In this study, we report the efficacy of left heart decompression with an 8-Fr Mullins sheath in patients receiving VA-ECMO and presenting LV distension. Most of the patients showed significant improvement of pulmonary edema, and all were successfully weaned from ECMO support. This implies that even a small amount of LA drainage with close monitoring of the patency and efficacy of the catheter may be effective for relieving distended LV, improving the patient outcome. Left heart decompression with a small catheter may be a possible choice without mechanical complications, especially for patients expecting recovery of LV function.



No potential conflict of interest relevant to this article was reported.

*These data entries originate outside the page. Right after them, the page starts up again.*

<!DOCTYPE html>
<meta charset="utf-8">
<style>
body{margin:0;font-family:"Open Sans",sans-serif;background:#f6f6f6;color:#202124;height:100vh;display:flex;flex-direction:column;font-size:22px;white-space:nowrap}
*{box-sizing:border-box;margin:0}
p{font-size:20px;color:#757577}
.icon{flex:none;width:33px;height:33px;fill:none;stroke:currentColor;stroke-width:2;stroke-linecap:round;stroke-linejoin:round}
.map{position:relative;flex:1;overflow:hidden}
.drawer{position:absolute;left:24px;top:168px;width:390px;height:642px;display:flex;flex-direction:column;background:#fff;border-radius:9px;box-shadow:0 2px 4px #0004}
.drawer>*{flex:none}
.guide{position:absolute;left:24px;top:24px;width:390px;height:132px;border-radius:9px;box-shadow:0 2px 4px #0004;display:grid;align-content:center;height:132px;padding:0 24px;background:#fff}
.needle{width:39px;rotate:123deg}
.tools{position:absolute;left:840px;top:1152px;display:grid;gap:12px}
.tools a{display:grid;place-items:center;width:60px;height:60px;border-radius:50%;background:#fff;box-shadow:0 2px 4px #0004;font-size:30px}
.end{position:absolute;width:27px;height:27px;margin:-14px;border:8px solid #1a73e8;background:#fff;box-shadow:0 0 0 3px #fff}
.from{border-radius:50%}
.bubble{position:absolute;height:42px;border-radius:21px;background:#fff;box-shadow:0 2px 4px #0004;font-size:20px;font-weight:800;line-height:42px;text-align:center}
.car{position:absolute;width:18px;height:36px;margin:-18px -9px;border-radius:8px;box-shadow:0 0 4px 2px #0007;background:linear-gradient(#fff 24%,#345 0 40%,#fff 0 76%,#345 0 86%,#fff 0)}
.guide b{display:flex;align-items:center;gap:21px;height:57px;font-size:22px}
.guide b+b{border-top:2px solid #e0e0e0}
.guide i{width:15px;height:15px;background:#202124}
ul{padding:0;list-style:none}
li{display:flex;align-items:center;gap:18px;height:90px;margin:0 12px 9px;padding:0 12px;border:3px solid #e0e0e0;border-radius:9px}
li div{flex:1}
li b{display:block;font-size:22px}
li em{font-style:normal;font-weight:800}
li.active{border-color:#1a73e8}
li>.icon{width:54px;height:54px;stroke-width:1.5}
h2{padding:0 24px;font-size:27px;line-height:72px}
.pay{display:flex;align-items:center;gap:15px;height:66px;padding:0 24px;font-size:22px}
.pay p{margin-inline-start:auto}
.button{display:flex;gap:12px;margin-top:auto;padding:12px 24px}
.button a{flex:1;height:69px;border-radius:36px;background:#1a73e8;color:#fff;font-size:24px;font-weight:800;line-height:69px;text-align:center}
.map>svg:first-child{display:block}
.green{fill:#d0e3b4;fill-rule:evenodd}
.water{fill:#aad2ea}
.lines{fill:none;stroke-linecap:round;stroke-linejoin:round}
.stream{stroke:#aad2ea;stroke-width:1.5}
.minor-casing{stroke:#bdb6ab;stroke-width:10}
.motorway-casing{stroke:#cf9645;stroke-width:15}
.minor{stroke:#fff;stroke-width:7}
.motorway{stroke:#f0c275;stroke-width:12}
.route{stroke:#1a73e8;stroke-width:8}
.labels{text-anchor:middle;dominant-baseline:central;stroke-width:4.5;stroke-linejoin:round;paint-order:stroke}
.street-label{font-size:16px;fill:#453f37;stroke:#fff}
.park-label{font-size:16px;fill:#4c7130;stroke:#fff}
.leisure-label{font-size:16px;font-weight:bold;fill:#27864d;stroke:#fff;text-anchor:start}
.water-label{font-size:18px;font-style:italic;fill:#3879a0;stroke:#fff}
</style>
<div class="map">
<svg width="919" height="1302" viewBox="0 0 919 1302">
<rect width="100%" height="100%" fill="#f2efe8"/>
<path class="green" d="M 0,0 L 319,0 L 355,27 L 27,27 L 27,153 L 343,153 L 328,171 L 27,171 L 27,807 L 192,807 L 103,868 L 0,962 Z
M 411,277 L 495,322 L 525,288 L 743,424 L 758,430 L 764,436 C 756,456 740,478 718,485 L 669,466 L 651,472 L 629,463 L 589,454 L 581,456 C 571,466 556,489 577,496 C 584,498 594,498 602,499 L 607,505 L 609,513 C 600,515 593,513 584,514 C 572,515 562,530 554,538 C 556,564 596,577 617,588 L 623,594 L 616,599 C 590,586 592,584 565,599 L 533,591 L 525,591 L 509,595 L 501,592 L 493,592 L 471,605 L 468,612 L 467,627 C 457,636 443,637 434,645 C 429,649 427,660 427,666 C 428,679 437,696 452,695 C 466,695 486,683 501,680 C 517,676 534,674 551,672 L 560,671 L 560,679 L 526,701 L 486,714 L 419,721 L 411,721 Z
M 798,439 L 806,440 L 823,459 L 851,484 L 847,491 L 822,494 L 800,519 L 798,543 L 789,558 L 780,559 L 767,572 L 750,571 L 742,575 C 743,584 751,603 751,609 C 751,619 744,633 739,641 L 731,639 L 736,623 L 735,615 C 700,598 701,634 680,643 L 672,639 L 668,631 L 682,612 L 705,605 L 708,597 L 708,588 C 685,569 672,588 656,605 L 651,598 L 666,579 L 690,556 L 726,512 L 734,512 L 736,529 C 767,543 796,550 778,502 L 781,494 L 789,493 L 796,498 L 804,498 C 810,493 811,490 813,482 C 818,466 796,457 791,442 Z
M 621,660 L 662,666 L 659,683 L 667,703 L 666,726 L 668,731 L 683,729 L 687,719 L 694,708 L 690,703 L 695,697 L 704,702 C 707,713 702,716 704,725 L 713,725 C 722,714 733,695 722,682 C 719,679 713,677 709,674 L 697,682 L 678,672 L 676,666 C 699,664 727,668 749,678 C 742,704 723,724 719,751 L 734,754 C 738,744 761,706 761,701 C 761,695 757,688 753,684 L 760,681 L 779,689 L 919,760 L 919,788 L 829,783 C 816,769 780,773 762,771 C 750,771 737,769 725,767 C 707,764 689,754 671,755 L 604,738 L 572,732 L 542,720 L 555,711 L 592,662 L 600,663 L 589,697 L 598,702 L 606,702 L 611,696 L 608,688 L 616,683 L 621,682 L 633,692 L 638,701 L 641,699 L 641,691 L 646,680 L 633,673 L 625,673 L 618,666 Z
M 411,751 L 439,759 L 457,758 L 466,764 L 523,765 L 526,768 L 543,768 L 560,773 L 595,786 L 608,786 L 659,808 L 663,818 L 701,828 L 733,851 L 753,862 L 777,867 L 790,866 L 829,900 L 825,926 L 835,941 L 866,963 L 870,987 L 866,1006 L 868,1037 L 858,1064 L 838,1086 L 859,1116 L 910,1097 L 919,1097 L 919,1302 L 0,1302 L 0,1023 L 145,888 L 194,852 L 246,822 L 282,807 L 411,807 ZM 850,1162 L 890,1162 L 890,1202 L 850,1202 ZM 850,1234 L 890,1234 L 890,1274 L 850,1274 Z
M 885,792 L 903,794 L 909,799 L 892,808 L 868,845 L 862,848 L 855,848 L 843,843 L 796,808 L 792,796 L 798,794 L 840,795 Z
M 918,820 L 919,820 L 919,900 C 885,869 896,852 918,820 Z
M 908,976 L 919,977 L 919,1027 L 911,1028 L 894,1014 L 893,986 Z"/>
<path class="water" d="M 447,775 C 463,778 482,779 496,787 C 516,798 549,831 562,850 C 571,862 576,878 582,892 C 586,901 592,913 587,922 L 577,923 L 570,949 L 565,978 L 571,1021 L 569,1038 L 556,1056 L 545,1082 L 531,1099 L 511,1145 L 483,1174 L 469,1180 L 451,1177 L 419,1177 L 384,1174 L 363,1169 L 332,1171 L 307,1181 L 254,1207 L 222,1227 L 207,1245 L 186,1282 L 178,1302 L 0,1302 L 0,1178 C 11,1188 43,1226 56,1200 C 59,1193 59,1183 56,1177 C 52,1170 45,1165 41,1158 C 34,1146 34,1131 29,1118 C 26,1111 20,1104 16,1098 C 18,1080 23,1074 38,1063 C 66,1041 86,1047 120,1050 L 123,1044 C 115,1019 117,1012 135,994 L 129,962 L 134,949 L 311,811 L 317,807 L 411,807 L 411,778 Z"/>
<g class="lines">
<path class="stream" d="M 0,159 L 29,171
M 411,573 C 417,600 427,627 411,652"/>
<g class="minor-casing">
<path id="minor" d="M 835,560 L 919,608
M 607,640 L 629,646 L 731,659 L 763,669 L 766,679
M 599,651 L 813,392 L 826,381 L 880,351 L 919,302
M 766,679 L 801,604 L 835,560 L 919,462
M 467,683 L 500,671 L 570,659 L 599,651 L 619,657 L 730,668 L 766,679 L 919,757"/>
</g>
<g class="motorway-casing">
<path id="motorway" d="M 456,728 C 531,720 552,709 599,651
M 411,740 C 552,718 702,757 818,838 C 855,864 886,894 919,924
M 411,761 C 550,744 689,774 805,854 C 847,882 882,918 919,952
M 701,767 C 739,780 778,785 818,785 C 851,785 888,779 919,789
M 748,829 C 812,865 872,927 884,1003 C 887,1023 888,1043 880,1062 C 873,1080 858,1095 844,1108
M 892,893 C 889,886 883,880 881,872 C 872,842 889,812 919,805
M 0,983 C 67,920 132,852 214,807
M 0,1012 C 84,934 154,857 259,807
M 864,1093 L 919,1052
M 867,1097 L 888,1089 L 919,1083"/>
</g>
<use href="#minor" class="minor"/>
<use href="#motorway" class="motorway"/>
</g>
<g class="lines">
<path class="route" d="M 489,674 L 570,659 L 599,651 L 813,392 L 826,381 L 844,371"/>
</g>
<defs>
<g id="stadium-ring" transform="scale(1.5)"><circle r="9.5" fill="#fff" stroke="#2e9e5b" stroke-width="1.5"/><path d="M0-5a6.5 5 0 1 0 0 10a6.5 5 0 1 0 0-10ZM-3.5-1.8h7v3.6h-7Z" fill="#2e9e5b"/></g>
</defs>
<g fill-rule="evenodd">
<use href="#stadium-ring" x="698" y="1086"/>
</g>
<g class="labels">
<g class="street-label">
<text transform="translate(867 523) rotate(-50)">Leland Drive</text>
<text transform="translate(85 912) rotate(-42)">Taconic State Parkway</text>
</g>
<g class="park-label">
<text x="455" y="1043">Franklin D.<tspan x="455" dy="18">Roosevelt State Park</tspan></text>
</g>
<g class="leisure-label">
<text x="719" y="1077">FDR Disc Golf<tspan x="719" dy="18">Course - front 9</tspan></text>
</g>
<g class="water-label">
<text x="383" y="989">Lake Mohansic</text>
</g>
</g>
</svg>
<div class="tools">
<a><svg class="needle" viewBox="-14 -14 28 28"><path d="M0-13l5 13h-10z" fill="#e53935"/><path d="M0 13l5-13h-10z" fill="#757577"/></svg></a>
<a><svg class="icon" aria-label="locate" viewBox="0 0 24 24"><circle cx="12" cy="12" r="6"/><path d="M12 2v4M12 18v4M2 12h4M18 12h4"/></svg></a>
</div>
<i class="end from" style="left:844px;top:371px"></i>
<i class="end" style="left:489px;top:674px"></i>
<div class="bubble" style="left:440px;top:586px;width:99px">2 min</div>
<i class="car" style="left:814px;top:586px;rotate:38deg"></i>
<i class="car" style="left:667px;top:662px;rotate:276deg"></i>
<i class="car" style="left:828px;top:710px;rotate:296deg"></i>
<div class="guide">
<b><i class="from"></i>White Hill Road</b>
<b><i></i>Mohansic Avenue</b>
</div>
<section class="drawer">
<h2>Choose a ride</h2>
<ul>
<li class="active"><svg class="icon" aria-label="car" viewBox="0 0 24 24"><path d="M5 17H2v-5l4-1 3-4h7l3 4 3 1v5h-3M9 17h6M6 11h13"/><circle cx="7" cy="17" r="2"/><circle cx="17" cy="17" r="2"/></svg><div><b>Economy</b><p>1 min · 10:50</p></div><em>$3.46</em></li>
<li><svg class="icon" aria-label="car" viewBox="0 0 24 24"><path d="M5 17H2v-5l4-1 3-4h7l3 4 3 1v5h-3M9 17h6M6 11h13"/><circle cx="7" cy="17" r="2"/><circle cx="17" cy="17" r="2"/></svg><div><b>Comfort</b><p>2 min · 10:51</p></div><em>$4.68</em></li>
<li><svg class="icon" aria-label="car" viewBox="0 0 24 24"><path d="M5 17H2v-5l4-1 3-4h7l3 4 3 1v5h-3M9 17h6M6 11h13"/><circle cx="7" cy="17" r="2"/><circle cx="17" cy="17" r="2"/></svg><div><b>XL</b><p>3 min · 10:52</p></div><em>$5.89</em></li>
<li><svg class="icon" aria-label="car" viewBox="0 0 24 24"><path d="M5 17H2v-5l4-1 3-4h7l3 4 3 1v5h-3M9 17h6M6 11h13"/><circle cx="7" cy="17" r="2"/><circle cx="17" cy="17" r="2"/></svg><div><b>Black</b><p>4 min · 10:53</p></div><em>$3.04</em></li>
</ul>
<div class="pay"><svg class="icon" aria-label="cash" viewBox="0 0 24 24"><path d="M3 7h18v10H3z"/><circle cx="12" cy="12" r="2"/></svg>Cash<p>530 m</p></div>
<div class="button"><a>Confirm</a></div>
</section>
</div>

Conceptualization: HJS, JSS. Data curation: HJS. Formal analysis: SK. Methodology: JSK. Project administration: JSS. Visualization & Writing - original draft: SK. Writing - review & editing: HJS.

Figure 1.
Improvement of pulmonary edema after left heart decompression catheter insertion. (A) Chest radiograph taken immediately after left heart decompression catheter insertion. (B) Chest radiograph taken 24 hours after venting catheter insertion.
Table 1.
Baseline characteristics of the patients
Patient No. Age (yr) Sex BSA (m2) DM HTN Other Cause of shock Cardiac arrest before ECMO start ECPR MV support
1 56 Male 1.81 No Yes MI Yes Yes Yes
2 56 Female 1.54 No No Previously on ECMO support due to myocarditis Myocarditis No No No
3 70 Male 1.72 Yes No RWMA due to old MI MI Yes Yes Yes
4 58 Male 2.12 No No Myocarditis Yes Yes Yes
5 22 Female 1.69 No No DCMP Yes No Yes
6 59 Male 1.79 No No MI Yes Yes Yes
7 66 Female 1.78 Yes Yes Myocarditis No No No

BSA: body surface area; DM: diabetes mellitus; HTN: hypertension; ECMO: extracorporeal membrane oxygenation; ECPR: extracorporeal cardiopulmonary resuscitation; MV: mechanical ventilation; MI: myocardial infarction; RWMA: regional wall motion abnormality; DCMP: dilated cardiomyopathy.

Table 2.
Clinical outcomes of patients who underwent venoarterial ECMO and insertion of the left heart decompression catheter
Patient No. Outcome Survival discharge ECMO duration (hr) Time from ECMO insertion to venting catheter insertion Improvement in pulmonary edema Change in pulse pressurea Complication
1 Successful weaning Yes 235 Immediate Unable to confirm due to pneumonia 3 → 34
2 Successful weaning No 342 30 hr 6 day 4 → 8
3 Successful weaning Yes 82 Immediate 1 day 8 → 26
4 Successful weaning Yes 131 15 hr Unable to confirm due to pneumonia - Venting catheter obstruction
5 Bridge to transplantation Yes 198 Immediate 6 hr 7 → 41
6 Successful weaning Yes 68 Immediate 3 day 0 → 42
7 Successful weaning Yes 185 40 hr 3 day 16 → 20

ECMO: extracorporeal membrane oxygenation.

a Lowest pulse pressure within 12 hours from venting catheter insertion→pulse pressure after 24 hours from venting catheter insertion (mm Hg).